- **Exercise data**:
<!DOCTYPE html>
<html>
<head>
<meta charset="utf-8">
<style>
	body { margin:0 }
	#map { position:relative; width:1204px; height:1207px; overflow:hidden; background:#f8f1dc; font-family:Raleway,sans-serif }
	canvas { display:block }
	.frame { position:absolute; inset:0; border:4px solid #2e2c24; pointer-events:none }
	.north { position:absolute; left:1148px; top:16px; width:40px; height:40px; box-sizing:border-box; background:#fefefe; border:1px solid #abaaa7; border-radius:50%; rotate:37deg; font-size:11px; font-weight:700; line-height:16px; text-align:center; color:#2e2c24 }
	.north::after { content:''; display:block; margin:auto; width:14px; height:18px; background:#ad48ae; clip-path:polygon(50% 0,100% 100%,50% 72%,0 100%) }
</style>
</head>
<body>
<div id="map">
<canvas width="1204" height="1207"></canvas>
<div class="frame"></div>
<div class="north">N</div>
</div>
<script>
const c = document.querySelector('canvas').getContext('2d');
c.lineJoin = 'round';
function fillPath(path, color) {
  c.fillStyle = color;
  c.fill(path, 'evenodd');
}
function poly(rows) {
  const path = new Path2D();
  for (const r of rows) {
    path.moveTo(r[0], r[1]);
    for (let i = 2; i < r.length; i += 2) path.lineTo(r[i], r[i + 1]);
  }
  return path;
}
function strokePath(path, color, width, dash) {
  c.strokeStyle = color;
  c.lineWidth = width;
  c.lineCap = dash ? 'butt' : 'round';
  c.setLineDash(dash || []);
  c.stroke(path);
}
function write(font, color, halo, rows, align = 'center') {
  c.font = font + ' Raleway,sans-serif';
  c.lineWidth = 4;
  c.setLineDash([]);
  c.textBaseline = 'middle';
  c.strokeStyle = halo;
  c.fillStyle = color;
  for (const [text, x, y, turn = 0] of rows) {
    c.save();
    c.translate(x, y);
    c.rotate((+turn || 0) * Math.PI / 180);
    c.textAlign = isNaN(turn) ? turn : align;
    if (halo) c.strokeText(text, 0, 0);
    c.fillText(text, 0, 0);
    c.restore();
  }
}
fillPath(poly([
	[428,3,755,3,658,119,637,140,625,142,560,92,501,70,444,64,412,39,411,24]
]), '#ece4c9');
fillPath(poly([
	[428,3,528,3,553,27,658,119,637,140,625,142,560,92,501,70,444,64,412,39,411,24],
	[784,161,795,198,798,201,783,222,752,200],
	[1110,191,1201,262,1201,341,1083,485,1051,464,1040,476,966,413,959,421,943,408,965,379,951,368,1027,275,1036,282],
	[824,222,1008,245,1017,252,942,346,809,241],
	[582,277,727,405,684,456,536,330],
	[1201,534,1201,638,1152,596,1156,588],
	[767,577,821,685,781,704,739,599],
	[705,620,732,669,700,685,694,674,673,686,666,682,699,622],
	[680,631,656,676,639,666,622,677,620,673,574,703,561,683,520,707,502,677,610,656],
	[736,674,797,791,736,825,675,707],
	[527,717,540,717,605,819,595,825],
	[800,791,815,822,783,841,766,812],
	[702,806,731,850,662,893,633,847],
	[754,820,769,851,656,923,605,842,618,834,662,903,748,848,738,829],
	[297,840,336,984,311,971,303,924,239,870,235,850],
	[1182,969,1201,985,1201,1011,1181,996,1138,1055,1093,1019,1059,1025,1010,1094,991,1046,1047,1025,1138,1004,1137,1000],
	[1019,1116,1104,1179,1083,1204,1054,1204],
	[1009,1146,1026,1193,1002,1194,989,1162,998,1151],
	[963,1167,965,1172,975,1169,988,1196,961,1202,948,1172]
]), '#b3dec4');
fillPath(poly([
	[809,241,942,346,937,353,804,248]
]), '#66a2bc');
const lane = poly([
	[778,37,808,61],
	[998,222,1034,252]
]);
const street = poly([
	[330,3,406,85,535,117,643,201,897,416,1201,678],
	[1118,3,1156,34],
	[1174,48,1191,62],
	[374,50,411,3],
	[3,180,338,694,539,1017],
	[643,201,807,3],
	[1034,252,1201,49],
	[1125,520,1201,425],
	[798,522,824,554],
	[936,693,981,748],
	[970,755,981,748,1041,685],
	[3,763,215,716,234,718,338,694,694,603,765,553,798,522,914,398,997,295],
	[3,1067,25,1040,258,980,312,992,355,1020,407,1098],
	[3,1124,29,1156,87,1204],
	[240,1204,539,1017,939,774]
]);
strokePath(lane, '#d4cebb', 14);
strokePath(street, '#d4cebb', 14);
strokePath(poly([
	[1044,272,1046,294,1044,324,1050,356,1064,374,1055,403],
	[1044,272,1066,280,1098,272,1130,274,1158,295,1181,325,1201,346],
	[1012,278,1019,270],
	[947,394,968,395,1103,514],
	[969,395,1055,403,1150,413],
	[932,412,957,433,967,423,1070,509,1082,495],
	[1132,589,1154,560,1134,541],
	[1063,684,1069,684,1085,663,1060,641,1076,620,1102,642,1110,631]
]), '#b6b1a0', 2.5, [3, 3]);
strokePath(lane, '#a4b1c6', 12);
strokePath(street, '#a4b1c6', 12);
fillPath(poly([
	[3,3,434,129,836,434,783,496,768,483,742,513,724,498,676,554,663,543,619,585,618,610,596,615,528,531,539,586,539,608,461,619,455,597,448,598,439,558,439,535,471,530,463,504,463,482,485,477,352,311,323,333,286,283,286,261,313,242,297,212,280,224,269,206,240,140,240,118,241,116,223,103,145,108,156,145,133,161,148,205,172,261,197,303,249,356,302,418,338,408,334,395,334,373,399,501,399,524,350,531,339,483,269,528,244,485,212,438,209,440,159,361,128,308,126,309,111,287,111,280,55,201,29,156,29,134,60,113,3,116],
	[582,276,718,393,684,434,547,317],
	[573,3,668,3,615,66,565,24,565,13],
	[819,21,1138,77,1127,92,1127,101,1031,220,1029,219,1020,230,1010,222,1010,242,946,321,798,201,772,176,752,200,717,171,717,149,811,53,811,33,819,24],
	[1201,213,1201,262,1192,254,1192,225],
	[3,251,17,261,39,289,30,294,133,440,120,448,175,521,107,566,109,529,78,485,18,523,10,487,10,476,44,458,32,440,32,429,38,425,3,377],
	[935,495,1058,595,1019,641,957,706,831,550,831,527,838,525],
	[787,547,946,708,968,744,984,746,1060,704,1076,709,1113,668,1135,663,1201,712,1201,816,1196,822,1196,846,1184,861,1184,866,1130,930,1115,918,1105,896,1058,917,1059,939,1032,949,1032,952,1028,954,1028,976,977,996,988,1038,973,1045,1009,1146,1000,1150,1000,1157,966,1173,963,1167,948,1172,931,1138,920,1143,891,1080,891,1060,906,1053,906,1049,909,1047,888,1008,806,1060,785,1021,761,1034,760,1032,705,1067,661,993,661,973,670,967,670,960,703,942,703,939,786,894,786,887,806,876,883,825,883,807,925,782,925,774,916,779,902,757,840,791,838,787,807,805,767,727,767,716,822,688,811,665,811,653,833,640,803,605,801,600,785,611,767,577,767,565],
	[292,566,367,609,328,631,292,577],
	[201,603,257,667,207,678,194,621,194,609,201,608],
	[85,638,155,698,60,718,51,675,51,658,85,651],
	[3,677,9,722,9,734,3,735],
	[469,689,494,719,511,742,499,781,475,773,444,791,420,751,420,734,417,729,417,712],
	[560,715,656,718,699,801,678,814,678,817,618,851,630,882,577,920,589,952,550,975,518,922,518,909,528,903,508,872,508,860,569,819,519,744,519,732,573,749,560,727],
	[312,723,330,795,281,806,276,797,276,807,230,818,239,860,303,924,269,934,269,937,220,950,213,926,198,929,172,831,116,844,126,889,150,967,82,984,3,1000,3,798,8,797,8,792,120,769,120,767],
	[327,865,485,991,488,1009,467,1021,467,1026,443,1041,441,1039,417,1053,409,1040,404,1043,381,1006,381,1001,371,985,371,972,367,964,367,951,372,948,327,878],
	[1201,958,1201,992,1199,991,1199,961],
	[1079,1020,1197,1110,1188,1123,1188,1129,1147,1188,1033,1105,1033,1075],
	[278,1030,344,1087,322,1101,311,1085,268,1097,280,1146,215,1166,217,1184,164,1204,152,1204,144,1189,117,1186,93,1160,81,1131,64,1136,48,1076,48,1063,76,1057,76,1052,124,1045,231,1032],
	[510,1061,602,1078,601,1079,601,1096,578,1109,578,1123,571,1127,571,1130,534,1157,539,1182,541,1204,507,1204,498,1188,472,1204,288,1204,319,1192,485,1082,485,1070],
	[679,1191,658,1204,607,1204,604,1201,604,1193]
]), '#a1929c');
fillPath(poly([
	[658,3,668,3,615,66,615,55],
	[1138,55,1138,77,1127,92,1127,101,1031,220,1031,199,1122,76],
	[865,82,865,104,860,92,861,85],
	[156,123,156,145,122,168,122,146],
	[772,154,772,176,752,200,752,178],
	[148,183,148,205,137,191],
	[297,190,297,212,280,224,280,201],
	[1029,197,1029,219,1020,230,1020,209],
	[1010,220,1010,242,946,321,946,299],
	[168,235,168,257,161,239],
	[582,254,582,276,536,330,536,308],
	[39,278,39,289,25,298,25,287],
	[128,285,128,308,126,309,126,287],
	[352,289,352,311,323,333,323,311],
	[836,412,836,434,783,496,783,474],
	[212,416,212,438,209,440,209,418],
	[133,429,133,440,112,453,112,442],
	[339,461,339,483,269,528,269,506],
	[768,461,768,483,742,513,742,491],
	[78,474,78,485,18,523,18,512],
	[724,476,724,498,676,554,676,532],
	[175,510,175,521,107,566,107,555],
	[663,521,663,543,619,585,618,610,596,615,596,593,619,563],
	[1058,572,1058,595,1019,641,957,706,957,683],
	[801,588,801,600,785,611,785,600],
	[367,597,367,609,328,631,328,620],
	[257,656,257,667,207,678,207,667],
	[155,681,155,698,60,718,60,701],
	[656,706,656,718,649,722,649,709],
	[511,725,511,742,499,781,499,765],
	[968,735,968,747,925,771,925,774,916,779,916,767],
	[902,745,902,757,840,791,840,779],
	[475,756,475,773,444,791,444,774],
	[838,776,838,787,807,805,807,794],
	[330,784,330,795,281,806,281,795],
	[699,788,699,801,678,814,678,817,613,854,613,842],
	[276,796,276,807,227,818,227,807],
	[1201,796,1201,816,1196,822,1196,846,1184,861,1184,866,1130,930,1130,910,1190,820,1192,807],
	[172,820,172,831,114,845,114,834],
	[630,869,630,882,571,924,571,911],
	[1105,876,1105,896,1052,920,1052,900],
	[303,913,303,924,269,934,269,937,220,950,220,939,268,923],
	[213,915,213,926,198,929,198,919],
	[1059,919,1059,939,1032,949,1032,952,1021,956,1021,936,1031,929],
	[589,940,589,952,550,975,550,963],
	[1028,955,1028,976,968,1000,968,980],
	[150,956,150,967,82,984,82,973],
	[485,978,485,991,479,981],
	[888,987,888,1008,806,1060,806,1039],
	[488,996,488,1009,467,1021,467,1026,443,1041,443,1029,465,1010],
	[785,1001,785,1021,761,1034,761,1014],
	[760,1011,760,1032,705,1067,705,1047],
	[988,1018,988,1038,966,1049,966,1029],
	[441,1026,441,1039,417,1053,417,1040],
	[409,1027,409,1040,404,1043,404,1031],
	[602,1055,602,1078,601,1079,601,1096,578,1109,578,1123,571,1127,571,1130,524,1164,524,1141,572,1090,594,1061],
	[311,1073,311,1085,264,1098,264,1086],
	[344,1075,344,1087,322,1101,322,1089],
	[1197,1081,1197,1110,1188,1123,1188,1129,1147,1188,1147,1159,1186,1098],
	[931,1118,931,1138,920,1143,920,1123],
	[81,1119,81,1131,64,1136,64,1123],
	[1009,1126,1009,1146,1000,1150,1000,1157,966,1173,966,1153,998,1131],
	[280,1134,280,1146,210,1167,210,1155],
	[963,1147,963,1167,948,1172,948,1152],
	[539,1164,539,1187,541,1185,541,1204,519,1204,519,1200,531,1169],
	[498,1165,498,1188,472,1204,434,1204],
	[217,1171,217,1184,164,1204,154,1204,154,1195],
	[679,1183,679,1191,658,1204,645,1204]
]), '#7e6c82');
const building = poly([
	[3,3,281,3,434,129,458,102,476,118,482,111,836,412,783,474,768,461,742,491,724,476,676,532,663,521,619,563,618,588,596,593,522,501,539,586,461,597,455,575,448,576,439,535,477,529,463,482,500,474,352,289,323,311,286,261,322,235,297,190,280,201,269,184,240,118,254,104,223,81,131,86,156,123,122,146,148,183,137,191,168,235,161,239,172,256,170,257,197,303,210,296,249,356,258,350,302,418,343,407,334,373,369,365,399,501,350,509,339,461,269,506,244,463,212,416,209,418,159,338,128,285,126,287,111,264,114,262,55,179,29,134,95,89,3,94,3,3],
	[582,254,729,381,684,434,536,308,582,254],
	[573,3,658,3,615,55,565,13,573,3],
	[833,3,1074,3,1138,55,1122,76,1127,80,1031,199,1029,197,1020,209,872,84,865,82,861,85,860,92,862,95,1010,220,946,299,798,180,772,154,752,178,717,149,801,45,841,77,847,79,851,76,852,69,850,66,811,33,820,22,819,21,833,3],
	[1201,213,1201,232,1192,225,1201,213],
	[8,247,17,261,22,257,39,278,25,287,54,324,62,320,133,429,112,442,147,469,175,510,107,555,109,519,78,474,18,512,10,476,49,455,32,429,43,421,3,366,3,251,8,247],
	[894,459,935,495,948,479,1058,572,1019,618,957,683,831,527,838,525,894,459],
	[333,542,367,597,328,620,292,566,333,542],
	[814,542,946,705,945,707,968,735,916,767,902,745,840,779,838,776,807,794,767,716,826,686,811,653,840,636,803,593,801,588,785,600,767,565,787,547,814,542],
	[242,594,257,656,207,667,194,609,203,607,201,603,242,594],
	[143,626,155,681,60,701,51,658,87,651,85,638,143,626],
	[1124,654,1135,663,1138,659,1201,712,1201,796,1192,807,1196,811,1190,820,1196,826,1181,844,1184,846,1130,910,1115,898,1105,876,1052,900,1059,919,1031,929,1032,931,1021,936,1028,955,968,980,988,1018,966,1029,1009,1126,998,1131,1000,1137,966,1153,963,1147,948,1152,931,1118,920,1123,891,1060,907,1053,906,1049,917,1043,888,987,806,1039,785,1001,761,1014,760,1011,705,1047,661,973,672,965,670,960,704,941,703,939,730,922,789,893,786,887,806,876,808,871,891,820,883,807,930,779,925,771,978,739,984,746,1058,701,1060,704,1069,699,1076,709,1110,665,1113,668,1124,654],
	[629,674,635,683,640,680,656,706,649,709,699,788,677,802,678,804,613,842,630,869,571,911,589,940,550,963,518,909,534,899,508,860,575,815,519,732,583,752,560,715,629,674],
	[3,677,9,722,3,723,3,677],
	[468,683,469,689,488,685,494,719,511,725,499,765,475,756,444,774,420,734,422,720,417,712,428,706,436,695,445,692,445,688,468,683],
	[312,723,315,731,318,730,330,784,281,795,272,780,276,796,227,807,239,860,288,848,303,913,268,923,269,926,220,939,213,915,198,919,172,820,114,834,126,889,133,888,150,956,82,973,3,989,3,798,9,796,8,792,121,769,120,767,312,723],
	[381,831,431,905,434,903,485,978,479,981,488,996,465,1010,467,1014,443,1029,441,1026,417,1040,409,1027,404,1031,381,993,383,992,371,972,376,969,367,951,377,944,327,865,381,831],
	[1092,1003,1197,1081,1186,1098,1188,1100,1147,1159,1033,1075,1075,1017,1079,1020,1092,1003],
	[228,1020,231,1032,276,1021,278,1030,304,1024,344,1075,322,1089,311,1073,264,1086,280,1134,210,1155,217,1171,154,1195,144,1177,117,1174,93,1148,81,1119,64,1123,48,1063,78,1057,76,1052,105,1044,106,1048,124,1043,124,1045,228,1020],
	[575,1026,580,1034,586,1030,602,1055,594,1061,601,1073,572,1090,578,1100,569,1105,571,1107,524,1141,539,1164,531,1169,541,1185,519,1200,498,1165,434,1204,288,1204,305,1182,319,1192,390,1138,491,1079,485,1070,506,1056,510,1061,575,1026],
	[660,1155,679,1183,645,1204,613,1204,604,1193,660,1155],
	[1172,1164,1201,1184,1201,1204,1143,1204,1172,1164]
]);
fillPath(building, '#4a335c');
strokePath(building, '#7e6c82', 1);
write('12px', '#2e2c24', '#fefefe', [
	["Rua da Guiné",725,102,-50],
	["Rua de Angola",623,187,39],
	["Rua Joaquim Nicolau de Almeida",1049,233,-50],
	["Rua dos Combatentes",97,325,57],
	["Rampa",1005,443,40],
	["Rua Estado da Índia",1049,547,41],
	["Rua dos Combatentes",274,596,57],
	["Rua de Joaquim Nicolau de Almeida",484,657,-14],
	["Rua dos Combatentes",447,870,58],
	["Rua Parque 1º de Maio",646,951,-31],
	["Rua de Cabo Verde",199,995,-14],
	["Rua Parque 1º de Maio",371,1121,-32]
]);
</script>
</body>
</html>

- **What is expected**:
Pull every line with the string "halo" out of the material.

- **Response**:
function write(font, color, halo, rows, align = 'center') {
  c.strokeStyle = halo;
    if (halo) c.strokeText(text, 0, 0);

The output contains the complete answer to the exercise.